*Aim of the task*: Work out how many lines of the listing below contain the word "buttons". Respond with that number only.

Data for analysis: Begin

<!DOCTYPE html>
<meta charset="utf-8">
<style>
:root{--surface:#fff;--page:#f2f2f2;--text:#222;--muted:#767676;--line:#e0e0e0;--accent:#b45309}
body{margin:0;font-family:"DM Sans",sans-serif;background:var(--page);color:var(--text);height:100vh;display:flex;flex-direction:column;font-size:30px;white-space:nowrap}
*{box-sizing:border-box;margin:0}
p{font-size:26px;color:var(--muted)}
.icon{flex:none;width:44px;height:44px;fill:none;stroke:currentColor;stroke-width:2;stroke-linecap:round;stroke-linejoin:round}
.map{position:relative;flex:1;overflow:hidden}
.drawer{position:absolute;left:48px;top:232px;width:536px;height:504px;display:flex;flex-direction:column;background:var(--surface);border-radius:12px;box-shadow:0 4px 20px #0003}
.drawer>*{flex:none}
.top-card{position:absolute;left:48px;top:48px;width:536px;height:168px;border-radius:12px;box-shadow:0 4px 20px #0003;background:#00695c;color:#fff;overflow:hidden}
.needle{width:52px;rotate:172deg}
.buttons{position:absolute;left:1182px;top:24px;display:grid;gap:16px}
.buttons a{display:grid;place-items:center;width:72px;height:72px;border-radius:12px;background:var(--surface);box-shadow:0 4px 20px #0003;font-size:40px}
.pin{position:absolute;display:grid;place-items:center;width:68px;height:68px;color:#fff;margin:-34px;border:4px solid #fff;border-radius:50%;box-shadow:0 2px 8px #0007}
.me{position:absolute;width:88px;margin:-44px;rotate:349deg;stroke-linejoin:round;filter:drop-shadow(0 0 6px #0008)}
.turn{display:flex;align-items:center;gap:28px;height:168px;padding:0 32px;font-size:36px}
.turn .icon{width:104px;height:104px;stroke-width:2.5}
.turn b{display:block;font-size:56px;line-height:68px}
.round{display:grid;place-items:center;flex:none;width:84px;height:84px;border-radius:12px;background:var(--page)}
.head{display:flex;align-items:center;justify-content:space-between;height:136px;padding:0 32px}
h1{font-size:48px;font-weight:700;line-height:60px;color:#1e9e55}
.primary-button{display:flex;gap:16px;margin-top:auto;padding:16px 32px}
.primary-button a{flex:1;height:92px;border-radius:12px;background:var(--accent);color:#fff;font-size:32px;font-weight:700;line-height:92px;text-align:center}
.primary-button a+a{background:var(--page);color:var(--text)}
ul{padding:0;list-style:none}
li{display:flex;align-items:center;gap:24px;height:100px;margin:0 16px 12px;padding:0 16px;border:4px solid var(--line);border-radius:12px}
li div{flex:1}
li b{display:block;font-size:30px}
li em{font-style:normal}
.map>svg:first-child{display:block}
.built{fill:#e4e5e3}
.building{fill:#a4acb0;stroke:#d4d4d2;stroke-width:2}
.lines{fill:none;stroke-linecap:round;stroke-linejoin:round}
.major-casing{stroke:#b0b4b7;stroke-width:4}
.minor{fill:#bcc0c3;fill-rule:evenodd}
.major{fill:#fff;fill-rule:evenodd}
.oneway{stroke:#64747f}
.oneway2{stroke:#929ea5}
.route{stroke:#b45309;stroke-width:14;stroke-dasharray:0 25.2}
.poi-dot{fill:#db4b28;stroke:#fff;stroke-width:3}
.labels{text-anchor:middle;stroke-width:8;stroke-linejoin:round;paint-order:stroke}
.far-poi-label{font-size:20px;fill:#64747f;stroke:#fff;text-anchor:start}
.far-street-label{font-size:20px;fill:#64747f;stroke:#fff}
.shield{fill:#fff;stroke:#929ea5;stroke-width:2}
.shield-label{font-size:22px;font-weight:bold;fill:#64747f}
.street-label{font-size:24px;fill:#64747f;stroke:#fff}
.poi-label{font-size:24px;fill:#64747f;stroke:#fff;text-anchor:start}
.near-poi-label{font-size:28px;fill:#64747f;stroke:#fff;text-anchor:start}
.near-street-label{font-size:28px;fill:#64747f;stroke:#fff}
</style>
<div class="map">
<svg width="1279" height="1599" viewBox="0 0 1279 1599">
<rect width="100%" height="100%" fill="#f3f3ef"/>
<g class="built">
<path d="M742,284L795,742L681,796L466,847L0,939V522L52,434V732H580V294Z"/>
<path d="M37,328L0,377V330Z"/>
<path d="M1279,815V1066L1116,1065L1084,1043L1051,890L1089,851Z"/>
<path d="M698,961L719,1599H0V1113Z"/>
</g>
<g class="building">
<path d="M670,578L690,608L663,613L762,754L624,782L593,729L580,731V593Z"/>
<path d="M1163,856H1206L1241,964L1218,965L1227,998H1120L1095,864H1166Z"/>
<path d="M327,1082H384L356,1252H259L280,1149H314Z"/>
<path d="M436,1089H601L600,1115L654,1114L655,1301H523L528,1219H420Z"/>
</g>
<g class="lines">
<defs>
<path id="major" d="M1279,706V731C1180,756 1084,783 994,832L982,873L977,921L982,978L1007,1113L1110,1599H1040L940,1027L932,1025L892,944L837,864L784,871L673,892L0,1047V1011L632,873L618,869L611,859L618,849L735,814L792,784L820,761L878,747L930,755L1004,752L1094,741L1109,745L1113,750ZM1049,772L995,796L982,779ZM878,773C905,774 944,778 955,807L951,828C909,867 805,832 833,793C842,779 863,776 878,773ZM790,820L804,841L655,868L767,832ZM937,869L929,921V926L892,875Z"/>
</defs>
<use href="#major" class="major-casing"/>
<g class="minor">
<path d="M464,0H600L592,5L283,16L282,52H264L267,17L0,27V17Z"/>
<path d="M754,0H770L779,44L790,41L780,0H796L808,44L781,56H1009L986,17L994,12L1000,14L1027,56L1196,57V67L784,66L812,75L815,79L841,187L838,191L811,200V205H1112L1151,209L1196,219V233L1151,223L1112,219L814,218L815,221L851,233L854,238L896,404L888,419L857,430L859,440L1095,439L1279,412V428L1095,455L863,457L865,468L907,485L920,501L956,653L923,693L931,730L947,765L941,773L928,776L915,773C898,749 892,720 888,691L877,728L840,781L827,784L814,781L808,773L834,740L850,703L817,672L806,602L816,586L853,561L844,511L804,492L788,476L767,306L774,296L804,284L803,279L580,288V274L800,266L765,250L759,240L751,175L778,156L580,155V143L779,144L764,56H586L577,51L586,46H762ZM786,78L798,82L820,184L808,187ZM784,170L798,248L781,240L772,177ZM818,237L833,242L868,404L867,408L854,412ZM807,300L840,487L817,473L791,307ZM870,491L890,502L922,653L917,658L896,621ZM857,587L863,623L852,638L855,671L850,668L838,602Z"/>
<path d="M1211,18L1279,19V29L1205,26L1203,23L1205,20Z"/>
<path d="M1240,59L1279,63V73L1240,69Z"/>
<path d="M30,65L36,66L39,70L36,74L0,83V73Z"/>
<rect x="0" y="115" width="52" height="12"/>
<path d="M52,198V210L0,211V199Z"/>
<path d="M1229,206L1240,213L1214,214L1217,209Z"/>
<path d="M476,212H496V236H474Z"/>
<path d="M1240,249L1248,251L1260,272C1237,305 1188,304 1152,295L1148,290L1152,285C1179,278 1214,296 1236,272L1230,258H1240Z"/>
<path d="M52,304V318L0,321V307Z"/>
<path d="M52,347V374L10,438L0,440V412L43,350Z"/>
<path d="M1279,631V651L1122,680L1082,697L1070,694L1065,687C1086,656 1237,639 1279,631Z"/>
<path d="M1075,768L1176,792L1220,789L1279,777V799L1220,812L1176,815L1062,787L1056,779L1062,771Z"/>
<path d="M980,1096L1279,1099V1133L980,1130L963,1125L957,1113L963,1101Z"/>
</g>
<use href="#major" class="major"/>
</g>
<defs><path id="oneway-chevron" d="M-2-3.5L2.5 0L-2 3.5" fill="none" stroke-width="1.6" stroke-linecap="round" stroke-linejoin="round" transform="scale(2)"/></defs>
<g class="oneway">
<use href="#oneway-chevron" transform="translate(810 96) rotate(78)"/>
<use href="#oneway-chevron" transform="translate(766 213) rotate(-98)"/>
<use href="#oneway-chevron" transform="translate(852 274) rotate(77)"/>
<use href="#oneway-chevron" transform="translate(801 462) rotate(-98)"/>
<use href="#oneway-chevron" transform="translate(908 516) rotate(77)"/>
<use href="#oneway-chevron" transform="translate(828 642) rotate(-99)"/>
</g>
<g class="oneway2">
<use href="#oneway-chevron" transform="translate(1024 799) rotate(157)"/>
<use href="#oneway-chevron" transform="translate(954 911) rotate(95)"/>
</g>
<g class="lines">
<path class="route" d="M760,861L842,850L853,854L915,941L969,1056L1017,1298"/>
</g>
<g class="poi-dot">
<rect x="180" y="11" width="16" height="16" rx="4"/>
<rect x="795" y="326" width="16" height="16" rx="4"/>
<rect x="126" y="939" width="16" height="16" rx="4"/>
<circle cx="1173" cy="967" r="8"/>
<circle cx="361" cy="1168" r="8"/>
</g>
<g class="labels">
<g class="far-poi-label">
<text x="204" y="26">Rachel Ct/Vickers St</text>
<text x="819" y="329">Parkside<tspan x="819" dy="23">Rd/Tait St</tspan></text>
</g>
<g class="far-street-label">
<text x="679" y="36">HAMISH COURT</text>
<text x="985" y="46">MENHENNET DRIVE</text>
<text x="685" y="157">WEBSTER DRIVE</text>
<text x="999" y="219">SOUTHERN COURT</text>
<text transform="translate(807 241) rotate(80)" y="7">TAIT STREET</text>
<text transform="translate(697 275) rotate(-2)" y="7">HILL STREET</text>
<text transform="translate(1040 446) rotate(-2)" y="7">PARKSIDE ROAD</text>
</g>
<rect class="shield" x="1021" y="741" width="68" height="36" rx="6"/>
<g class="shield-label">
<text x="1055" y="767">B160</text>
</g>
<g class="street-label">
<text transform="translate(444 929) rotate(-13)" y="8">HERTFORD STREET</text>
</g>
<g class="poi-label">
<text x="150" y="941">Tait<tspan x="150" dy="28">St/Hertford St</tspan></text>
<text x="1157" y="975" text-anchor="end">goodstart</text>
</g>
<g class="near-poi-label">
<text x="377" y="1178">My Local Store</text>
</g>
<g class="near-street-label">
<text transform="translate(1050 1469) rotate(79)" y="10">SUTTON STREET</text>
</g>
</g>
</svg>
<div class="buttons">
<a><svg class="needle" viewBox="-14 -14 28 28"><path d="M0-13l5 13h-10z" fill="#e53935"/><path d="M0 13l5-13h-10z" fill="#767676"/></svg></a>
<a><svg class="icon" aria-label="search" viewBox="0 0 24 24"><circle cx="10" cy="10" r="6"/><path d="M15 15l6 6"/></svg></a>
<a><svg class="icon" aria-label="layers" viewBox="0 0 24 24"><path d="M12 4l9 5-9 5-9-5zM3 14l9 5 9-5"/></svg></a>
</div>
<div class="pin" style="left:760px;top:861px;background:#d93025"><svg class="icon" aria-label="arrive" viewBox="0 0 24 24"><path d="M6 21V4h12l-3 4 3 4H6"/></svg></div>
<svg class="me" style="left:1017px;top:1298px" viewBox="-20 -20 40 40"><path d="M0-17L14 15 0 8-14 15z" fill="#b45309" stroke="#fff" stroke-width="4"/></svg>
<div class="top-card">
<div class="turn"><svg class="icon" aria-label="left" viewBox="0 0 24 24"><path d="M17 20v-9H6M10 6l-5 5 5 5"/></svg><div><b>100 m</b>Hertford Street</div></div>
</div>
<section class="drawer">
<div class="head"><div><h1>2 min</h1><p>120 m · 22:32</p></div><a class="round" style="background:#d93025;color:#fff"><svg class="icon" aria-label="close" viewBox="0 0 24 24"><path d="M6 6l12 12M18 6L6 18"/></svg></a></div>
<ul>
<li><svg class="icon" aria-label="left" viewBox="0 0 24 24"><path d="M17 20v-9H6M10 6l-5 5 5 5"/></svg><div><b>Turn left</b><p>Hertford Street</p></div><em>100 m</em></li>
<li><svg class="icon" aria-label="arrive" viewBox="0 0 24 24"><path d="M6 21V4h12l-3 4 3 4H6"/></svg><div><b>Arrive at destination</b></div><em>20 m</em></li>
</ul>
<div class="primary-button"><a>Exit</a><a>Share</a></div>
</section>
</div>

Data for analysis: End

*Problem solution*: 3